Despite the regime’s ability to re-establish its control over the majority of Syria’s territories, it is still struggling to restore crucial state functions inside them.
The large scale of physical and financial destruction has significantly impacted the ability of the state to provide services. The lack of financial resources, among other reasons, has shaped the state’s decision to shift the burden of service provision in recaptured areas to inhabitants themselves.
Consequently, residents are left with no choice but to pay out of pocket to restore services. Some of those crowdfunding campaigns are done on an ad-hoc basis while others seem to be more organized. Nonetheless, those initiatives are limited in scale to small projects and in reach to the communities that can pay. The rest of the residents, however, are told not to expect their situation to improve, at least for the foreseeable future.
When the regime established control over former opposition areas, local and international organizations providing services there were forced to shut down. Subsequently, the state has mostly centred its efforts on quick fixes rather than strategic projects to repair infrastructure. For examples, state electricity is only connected, and provided for a few hours, to the localities that still have a functioning grid or can be fixed on the cheap.
But even those short-term solutions, which are limited in number, are being used as a tool to punish the communities that are still perceived as hostile to the regime (such as the ones that were recaptured after lengthy battles) and award those who are considered more tolerable (such as the ones that signed surrender deals quickly).

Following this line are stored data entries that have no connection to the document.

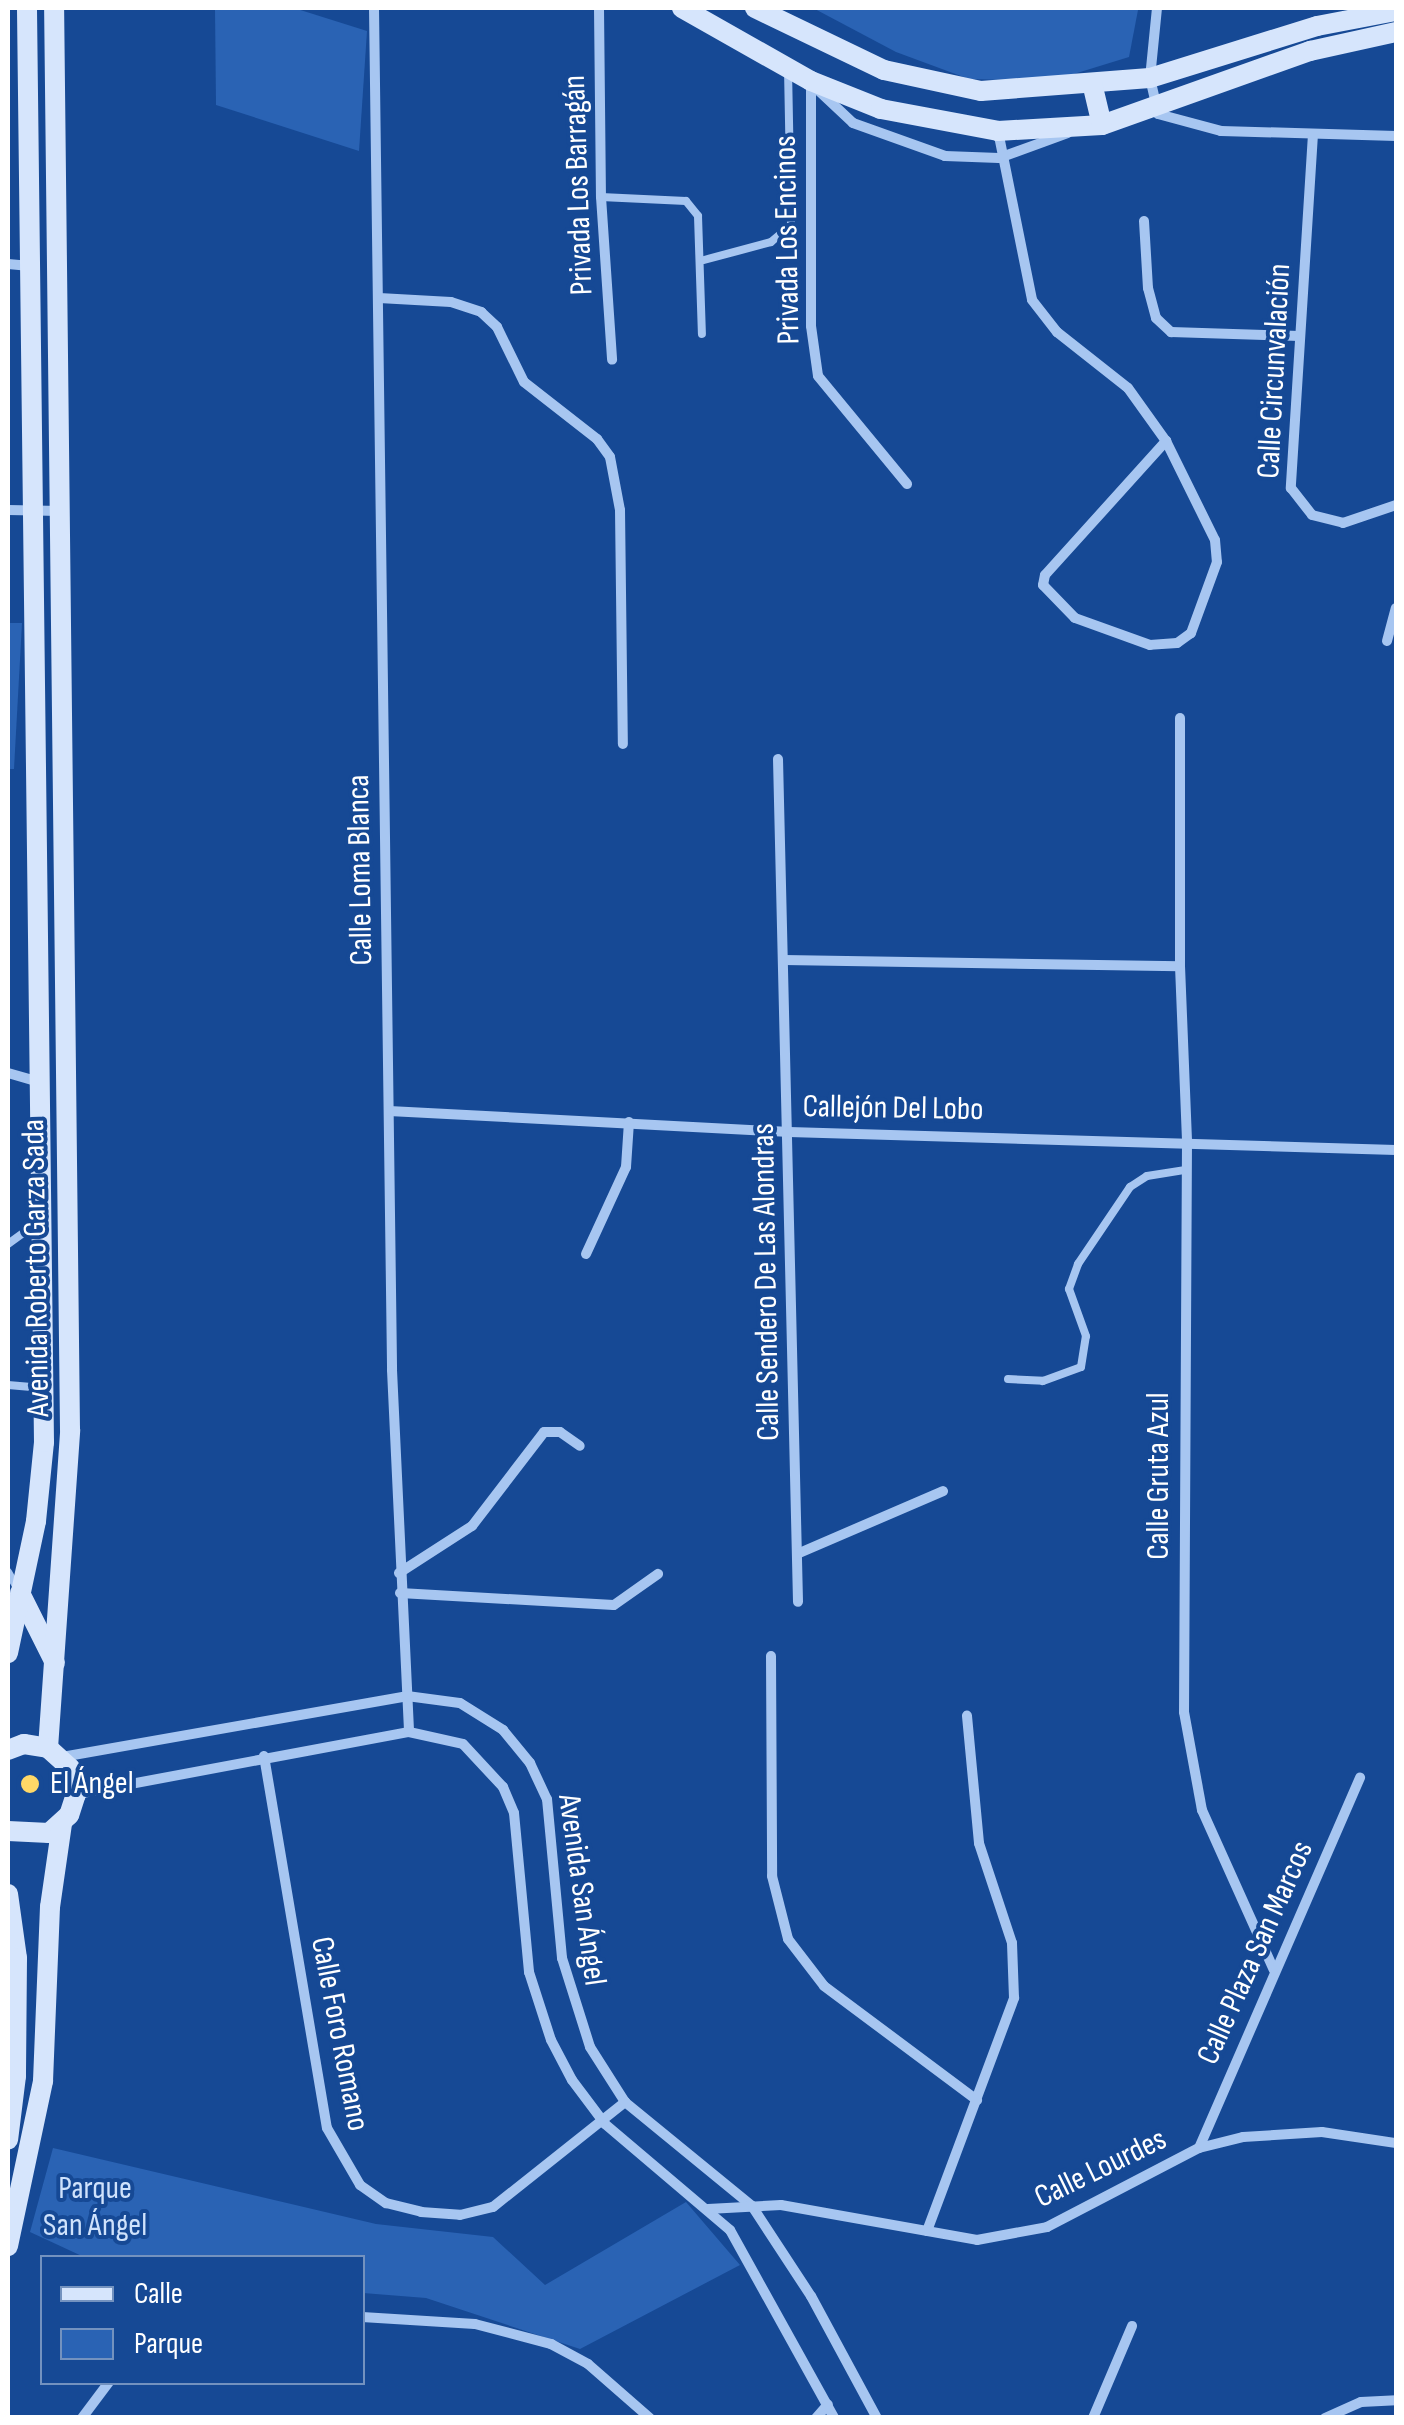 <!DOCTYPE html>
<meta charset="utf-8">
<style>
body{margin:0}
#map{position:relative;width:1404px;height:2425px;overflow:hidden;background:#164995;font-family:"Sofia Sans Condensed",sans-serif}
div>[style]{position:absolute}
.green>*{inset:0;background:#2a63b4}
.lane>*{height:8px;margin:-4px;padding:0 4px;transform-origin:4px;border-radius:4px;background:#a7c6f1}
.street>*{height:10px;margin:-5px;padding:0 5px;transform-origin:5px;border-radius:5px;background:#a7c6f1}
.secondary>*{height:20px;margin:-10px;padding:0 10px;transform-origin:10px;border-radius:10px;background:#d6e5fc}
.dots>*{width:28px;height:28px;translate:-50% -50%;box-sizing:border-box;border:5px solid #164995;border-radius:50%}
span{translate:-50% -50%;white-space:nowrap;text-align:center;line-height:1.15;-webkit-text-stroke:8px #164995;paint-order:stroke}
.street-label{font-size:32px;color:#fff}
.poi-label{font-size:32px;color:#fff}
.left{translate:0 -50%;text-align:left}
.park-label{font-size:32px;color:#cfe2fc}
.frame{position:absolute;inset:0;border:10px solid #fff;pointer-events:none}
.legend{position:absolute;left:40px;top:2255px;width:325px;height:130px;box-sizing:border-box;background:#164995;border:2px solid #7392bf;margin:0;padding:12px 18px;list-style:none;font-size:30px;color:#fff}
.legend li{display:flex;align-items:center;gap:20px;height:50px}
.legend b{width:50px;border:2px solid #7392bf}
</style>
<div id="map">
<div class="green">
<div style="clip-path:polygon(215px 8px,294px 8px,367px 31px,359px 151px,216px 105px)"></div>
<div style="clip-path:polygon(813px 8px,1128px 8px,1138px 10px,1129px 57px,1051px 81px,969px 79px,896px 52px)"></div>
<div style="clip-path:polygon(8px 623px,22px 623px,14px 769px,8px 769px)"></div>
<div style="clip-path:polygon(53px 2148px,376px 2224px,493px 2237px,545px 2285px,686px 2202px,740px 2265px,580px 2349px,426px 2298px,363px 2293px,362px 2258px,84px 2257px,30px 2232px)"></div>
</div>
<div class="lane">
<div style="left:601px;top:197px;width:85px;rotate:2.7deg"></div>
<div style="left:686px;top:201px;width:19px;rotate:51deg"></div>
<div style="left:698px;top:216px;width:118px;rotate:88.1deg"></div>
<div style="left:704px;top:260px;width:69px;rotate:-15deg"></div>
<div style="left:771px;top:242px;width:26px;rotate:-40deg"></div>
<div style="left:791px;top:225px;width:151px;rotate:-91.1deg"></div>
<div style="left:8px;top:1244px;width:34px;rotate:-36deg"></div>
<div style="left:1008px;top:1379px;width:35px;rotate:3deg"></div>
<div style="left:1043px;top:1381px;width:40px;rotate:-20.2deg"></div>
<div style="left:1081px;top:1367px;width:31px;rotate:-81deg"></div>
<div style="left:1086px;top:1336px;width:50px;rotate:-109.9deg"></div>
<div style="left:1069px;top:1289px;width:27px;rotate:-70deg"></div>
<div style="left:1078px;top:1264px;width:93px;rotate:-56deg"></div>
<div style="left:1130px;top:1187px;width:20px;rotate:-33deg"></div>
<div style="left:1147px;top:1176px;width:39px;rotate:-9deg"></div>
<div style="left:8px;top:1385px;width:35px;rotate:5deg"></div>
<div style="left:8px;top:1572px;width:20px;rotate:60deg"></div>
</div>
<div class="street">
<div style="left:374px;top:8px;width:1362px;rotate:89.24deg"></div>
<div style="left:392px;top:1370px;width:362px;rotate:87.3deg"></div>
<div style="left:599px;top:8px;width:189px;rotate:89.4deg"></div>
<div style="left:601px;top:197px;width:163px;rotate:86.1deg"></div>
<div style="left:1157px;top:8px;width:70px;rotate:95.7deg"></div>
<div style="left:1150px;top:78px;width:37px;rotate:77deg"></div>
<div style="left:1158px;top:114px;width:65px;rotate:15.1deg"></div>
<div style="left:1221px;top:131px;width:175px;rotate:1.6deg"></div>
<div style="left:811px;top:81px;width:245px;rotate:90deg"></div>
<div style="left:811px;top:326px;width:50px;rotate:82deg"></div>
<div style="left:818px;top:376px;width:140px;rotate:50.5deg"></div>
<div style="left:818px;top:90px;width:48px;rotate:43.3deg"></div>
<div style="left:853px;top:123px;width:98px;rotate:19.7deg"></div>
<div style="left:945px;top:156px;width:54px;rotate:2.1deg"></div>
<div style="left:999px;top:158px;width:73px;rotate:-19.9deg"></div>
<div style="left:998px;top:131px;width:172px;rotate:78.6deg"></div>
<div style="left:1032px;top:300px;width:41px;rotate:52deg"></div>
<div style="left:1057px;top:332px;width:90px;rotate:38.3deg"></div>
<div style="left:1128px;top:388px;width:65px;rotate:54.4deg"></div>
<div style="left:1166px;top:441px;width:110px;rotate:63.7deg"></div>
<div style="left:1215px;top:540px;width:22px;rotate:85deg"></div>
<div style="left:1217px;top:562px;width:76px;rotate:110.1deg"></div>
<div style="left:1191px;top:633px;width:17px;rotate:144deg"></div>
<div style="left:1177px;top:643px;width:27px;rotate:176deg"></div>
<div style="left:1150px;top:645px;width:80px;rotate:-160.2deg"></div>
<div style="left:1075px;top:618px;width:46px;rotate:-134.1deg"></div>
<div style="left:1043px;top:585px;width:10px;rotate:-79deg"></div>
<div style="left:1045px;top:575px;width:181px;rotate:-47.9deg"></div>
<div style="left:1313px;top:134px;width:355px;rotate:93.6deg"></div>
<div style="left:1291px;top:488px;width:34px;rotate:52deg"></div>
<div style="left:1312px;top:515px;width:32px;rotate:14deg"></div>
<div style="left:1343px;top:523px;width:56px;rotate:-18.8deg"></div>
<div style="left:1144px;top:221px;width:67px;rotate:86.6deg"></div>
<div style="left:1148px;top:288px;width:31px;rotate:75deg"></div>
<div style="left:1156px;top:318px;width:21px;rotate:43deg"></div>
<div style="left:1171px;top:332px;width:128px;rotate:1.8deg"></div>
<div style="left:8px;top:264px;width:22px;rotate:5deg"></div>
<div style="left:379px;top:298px;width:72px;rotate:3.2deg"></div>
<div style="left:451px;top:302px;width:32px;rotate:18deg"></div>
<div style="left:481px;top:312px;width:22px;rotate:43deg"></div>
<div style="left:497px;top:327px;width:61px;rotate:63.9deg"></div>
<div style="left:524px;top:382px;width:93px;rotate:38deg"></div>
<div style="left:597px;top:439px;width:22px;rotate:54deg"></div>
<div style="left:610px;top:457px;width:54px;rotate:79.3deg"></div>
<div style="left:620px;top:510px;width:234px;rotate:89.3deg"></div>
<div style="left:8px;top:510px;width:53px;rotate:1.1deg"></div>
<div style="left:1387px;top:641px;width:34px;rotate:-75deg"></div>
<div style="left:1180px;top:718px;width:248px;rotate:90deg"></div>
<div style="left:778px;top:759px;width:843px;rotate:88.64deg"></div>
<div style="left:784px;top:960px;width:396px;rotate:0.9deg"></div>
<div style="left:1180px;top:966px;width:175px;rotate:87.7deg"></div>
<div style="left:1187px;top:1141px;width:571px;rotate:90.3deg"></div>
<div style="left:1184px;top:1712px;width:100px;rotate:79.6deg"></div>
<div style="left:1202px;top:1810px;width:175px;rotate:65.8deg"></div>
<div style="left:8px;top:1073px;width:33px;rotate:16deg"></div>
<div style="left:389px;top:1111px;width:401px;rotate:3deg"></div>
<div style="left:789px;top:1132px;width:607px;rotate:1.7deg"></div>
<div style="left:586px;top:1254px;width:96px;rotate:-65.3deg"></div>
<div style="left:626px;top:1167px;width:45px;rotate:-86.2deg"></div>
<div style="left:797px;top:1554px;width:159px;rotate:-23.3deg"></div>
<div style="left:399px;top:1573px;width:87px;rotate:-32.8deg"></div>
<div style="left:472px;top:1526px;width:118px;rotate:-52.5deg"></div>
<div style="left:544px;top:1432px;width:16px"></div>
<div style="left:560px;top:1432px;width:24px;rotate:35deg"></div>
<div style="left:400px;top:1593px;width:214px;rotate:3.2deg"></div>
<div style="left:614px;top:1605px;width:54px;rotate:-35.2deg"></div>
<div style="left:771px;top:1656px;width:220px;rotate:89.7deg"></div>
<div style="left:772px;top:1876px;width:65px;rotate:75.7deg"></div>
<div style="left:788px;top:1939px;width:59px;rotate:52.5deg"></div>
<div style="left:824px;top:1986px;width:191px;rotate:36.7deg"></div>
<div style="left:264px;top:1756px;width:377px;rotate:80.4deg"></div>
<div style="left:327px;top:2128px;width:66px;rotate:59.9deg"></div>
<div style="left:360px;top:2185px;width:32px;rotate:35deg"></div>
<div style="left:386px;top:2203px;width:36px;rotate:14deg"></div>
<div style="left:421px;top:2212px;width:39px;rotate:4deg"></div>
<div style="left:460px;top:2215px;width:34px;rotate:-14deg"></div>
<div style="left:493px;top:2207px;width:169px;rotate:-38.5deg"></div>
<div style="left:62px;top:1757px;width:350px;rotate:-10deg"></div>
<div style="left:407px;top:1696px;width:53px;rotate:7.5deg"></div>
<div style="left:460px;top:1703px;width:51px;rotate:32.1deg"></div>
<div style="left:503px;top:1730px;width:43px;rotate:50.7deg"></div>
<div style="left:530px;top:1763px;width:40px;rotate:65deg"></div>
<div style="left:547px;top:1799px;width:160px;rotate:84.6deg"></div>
<div style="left:562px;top:1958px;width:93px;rotate:72.5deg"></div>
<div style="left:590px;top:2047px;width:65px;rotate:57.5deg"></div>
<div style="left:625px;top:2102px;width:164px;rotate:39.3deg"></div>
<div style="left:752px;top:2206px;width:108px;rotate:56.8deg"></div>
<div style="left:811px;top:2296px;width:139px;rotate:61.6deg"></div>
<div style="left:77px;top:1794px;width:338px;rotate:-10.6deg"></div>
<div style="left:409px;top:1732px;width:55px;rotate:12.5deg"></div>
<div style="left:463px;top:1744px;width:59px;rotate:47.1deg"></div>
<div style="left:503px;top:1787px;width:28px;rotate:67deg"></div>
<div style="left:514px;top:1813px;width:160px;rotate:84.6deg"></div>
<div style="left:529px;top:1972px;width:71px;rotate:72.1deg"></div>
<div style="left:551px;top:2040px;width:45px;rotate:62.3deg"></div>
<div style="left:572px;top:2080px;width:55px;rotate:53.1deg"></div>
<div style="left:605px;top:2124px;width:164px;rotate:40.3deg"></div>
<div style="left:730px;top:2230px;width:215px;rotate:61deg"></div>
<div style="left:1199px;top:2148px;width:404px;rotate:-66.5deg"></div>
<div style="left:708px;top:2209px;width:73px;rotate:-3.1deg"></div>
<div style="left:781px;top:2205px;width:199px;rotate:10.1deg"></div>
<div style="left:977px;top:2240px;width:71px;rotate:-10.5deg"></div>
<div style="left:1047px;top:2227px;width:171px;rotate:-27.5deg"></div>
<div style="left:1199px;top:2148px;width:45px;rotate:-14deg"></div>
<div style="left:1243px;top:2137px;width:79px;rotate:-3.6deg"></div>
<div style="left:1322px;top:2132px;width:75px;rotate:8.5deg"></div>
<div style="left:927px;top:2231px;width:249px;rotate:-69.5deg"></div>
<div style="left:1014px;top:1998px;width:55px;rotate:-92.1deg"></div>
<div style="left:1012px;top:1943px;width:105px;rotate:-108.3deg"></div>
<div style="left:979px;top:1843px;width:128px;rotate:-95.4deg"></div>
<div style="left:362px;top:2317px;width:113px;rotate:3.5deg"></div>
<div style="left:475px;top:2324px;width:79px;rotate:14.7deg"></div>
<div style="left:551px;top:2344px;width:42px;rotate:28.4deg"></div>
<div style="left:588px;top:2364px;width:82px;rotate:41.1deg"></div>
<div style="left:82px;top:2418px;width:45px;rotate:-53.1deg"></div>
<div style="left:816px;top:2418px;width:18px;rotate:-49deg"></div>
<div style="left:1093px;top:2418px;width:100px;rotate:-67deg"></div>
<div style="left:1325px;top:2418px;width:39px;rotate:-24deg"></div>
<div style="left:1361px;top:2402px;width:35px;rotate:-3deg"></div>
</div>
<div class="secondary">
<div style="left:682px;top:8px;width:148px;rotate:29.5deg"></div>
<div style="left:811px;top:81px;width:75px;rotate:21.8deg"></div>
<div style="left:881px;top:109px;width:119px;rotate:10.6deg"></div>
<div style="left:998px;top:131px;width:104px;rotate:-3.3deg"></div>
<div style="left:1102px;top:125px;width:221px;rotate:-19.6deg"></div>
<div style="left:1310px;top:51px;width:88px;rotate:-12.5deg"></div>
<div style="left:755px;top:8px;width:143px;rotate:25.7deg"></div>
<div style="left:884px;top:70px;width:99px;rotate:12.2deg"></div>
<div style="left:981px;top:91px;width:169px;rotate:-4.4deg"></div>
<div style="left:1150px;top:78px;width:175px;rotate:-17.3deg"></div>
<div style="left:1317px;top:26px;width:80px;rotate:-10.8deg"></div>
<div style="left:1092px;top:83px;width:43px;rotate:76.6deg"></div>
<div style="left:20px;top:1593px;width:78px;rotate:63.4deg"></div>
<div style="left:8px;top:1653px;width:135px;rotate:-78deg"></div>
<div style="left:36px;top:1521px;width:79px;rotate:-84.2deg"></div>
<div style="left:44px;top:1442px;width:1434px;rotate:-90.68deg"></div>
<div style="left:48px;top:1748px;width:319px;rotate:-86deg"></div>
<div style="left:70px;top:1430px;width:1422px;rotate:-90.64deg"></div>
<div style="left:8px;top:1750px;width:17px;rotate:-21deg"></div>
<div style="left:24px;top:1744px;width:24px;rotate:9deg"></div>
<div style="left:48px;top:1748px;width:30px;rotate:42deg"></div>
<div style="left:70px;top:1768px;width:27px;rotate:77deg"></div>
<div style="left:76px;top:1794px;width:22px;rotate:108deg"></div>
<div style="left:69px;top:1815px;width:27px;rotate:138deg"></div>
<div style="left:49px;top:1833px;width:41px;rotate:-177.2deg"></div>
<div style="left:8px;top:1894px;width:65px;rotate:82deg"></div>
<div style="left:17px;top:1958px;width:118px;rotate:90.5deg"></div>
<div style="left:16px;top:2076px;width:64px;rotate:97.1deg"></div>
<div style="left:8px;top:2246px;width:169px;rotate:-78deg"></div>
<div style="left:43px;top:2081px;width:174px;rotate:-87.7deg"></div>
<div style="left:50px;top:1907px;width:84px;rotate:-81.8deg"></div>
</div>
<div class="dots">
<div style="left:30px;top:1784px;background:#ffd867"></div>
</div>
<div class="street-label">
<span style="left:579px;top:185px;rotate:-92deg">Privada Los Barragán</span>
<span style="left:788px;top:240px;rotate:-91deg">Privada Los Encinos</span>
<span style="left:1275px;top:371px;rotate:-87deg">Calle Circunvalación</span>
<span style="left:361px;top:870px;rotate:-91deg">Calle Loma Blanca</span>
<span style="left:893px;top:1109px;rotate:1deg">Callejón Del Lobo</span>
<span style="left:37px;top:1268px;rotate:-91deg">Avenida Roberto Garza Sada</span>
<span style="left:767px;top:1282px;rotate:-91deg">Calle Sendero De Las Alondras</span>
<span style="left:1159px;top:1476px;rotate:-90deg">Calle Gruta Azul</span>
<span style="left:581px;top:1890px;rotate:82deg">Avenida San Ángel</span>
<span style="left:1256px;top:1953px;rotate:-66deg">Calle Plaza San Marcos</span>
<span style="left:339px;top:2034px;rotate:79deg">Calle Foro Romano</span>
<span style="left:1101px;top:2169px;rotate:-26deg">Calle Lourdes</span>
</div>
<div class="poi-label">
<span class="left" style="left:50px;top:1784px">El Ángel</span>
</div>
<div class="park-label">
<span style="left:95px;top:2208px">Parque<br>San Ángel</span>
</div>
<div class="frame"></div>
<ul class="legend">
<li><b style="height:12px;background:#d6e5fc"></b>Calle</li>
<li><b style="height:28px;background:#2a63b4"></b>Parque</li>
</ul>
</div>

The situation is worse in the areas that suffered more damage, which have been largely left untouched. Local sources in various localities in Daraa governorate told me that they were informed by state officials that there are no resources to provide essential services. As a result, residents have taken it upon themselves to restore services in their areas due to the absence of other options.
In the majority of cases, residents are individually paying for the restoration of services. For example, a local resident of al-Tal in rural Damascus told me that he had to pay the municipality in advance to get the sewage pipes of his house fixed. The cost of the operation, including the cost of vehicles and materials, were calculated by the municipality staff who only authorized the operation after the payment was paid in full.
In other cases, local communities worked collectively to cover the cost required. That was mostly done when the project was needed by a bigger group and, thus, the expenses were higher.
For example, residents in Inkhil in rural Daraa governorate told me that in order to repair the electricity grid in their area they had to pay for the required materials (electrical power lines and poles) and salaries of maintenance workers. The cost of connecting electricity from the main plant to the neighbourhood was covered collectively by the families involved. However, the cost of linking the houses to the neighbourhood grid was covered by the respective households individually.
Notably, some fundraising initiatives are organized through semi-community-led committees and in coordination with local officials.
For example, a local committee for development affairs was created in al-Tal based on a decree by the governor of rural Damascus in 2019. It consists of 13 members, five of which are members of the city council while the rest are local notables. The main aim of the committee is to help the council overcome its financial limitations by crowdfunding donations for the projects that the latter is unable to finance.
So far, the committee has reportedly raised 125 million Syrian lira, which was used to rehabilitate schools, pay teachers’ salaries and repair water pipes.
In rare occasions, old opposition structures have also been able to provide complementary services. According to local sources in Daraa al-Balad neighborhood inside the city, the local municipality was not able to remove rubble from the area due to lack of vehicles and fuel. In response, the opposition-led negotiation committee, which consists largely of former rebel leaders and local notables, secured the needed resources to clear the streets.
While the regime’s model has been partially successful in using crowdsourced donations to restore services or maintain them, the model is unlikely to be sustainable. On top of such contributions, residents are burdened with buying essential commodities (water, electricity, fuel, food, etc.) and rebuilding their homes. In addition, the increased living cost (due to the depreciation of Syrian lira, deteriorating economy and growing unemployment rate) makes it nearly impossible for people to make ends meet.
For example, a local resident in Inkhil stated that he had to pay 42,000 Syrian lira (approximately $45) from his own pocket to connect his house to the neighborhood grid. By comparison, he receives a daily wage of around 2,000 Syrian lira ($2.25), which is not enough to cover his families basic needs. Thus, he had to ask his brother who lives in Lebanon to help lend him that amount. However, he has no money to fix his sewage system or repair the water pipes.
Fundraising money for services becomes even more complicated, and when the services require paying monthly running costs (such as salaries, fuel or supplies), becomes nearly impossible.